** Opening EXERCISE MATERIALS block **

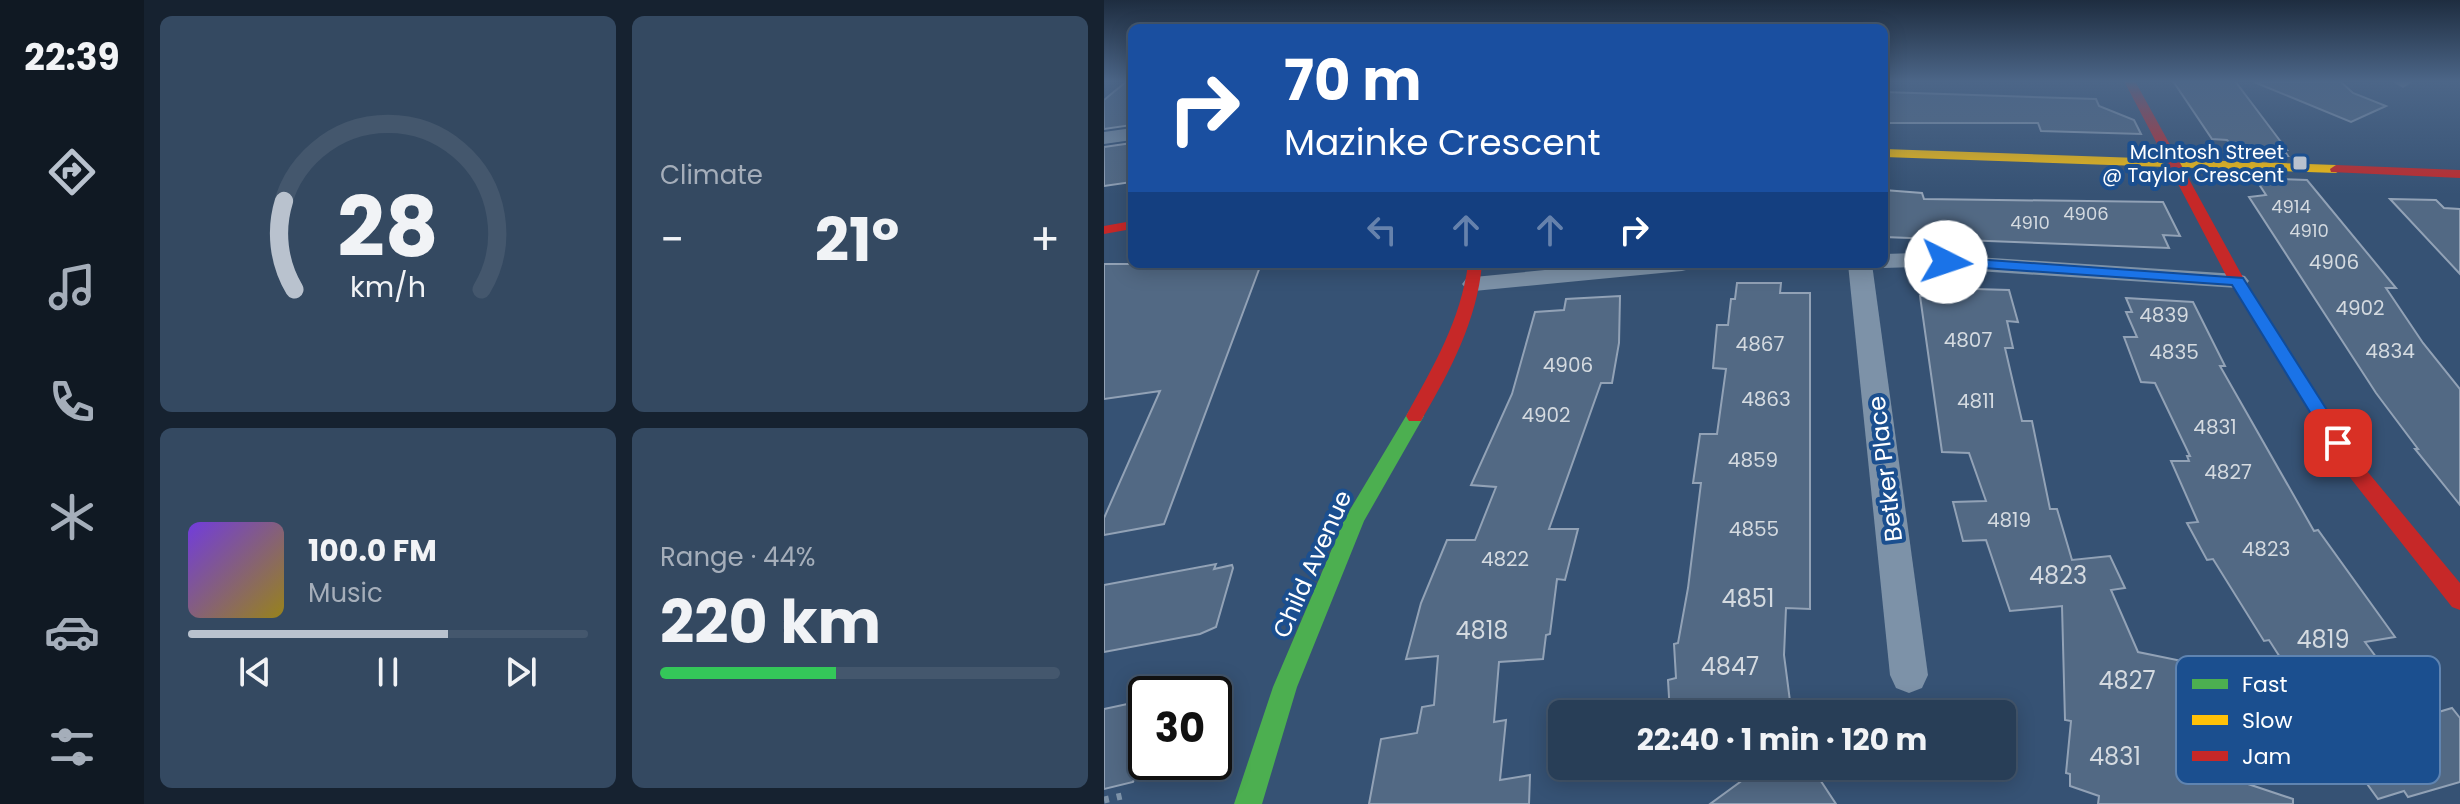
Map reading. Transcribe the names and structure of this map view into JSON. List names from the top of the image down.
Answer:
{
  "streets": {
    "street": ["Betker Place", "Child Avenue"]
  },
  "places": {
    "transit": ["McIntosh Street @ Taylor Crescent"]
  },
  "house_numbers": [
    "4914",
    "4906",
    "4910",
    "4910",
    "4906",
    "4902",
    "4839",
    "4807",
    "4867",
    "4834",
    "4835",
    "4906",
    "4863",
    "4811",
    "4902",
    "4831",
    "4859",
    "4827",
    "4819",
    "4855",
    "4823",
    "4822",
    "4823",
    "4851",
    "4818",
    "4819",
    "4847",
    "4827",
    "4831"
  ],
  "legend": ["Fast", "Slow", "Jam"],
  "page": {
    "tabs": "22:39",
    "tile": [
      "Climate",
      ["Range · 44%", "220 km"]
    ],
    "turn": ["70 m", "Mazinke Crescent"],
    "heat": ["−", "21°", "+"],
    "song": ["100.0 FM", "Music"],
    "limit": "30",
    "trip": "22:40 · 1 min · 120 m",
    "gauge": ["28", "km/h"]
  }
}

** Closing EXERCISE MATERIALS block **

#### EXERCISE OBJECTIVE:
Copy the whole listing above word for word but do not carry over the pictures.

#### FINAL ANSWER:
Map reading. Transcribe the names and structure of this map view into JSON. List names from the top of the image down.
Answer:
{
  "streets": {
    "street": ["Betker Place", "Child Avenue"]
  },
  "places": {
    "transit": ["McIntosh Street @ Taylor Crescent"]
  },
  "house_numbers": [
    "4914",
    "4906",
    "4910",
    "4910",
    "4906",
    "4902",
    "4839",
    "4807",
    "4867",
    "4834",
    "4835",
    "4906",
    "4863",
    "4811",
    "4902",
    "4831",
    "4859",
    "4827",
    "4819",
    "4855",
    "4823",
    "4822",
    "4823",
    "4851",
    "4818",
    "4819",
    "4847",
    "4827",
    "4831"
  ],
  "legend": ["Fast", "Slow", "Jam"],
  "page": {
    "tabs": "22:39",
    "tile": [
      "Climate",
      ["Range · 44%", "220 km"]
    ],
    "turn": ["70 m", "Mazinke Crescent"],
    "heat": ["−", "21°", "+"],
    "song": ["100.0 FM", "Music"],
    "limit": "30",
    "trip": "22:40 · 1 min · 120 m",
    "gauge": ["28", "km/h"]
  }
}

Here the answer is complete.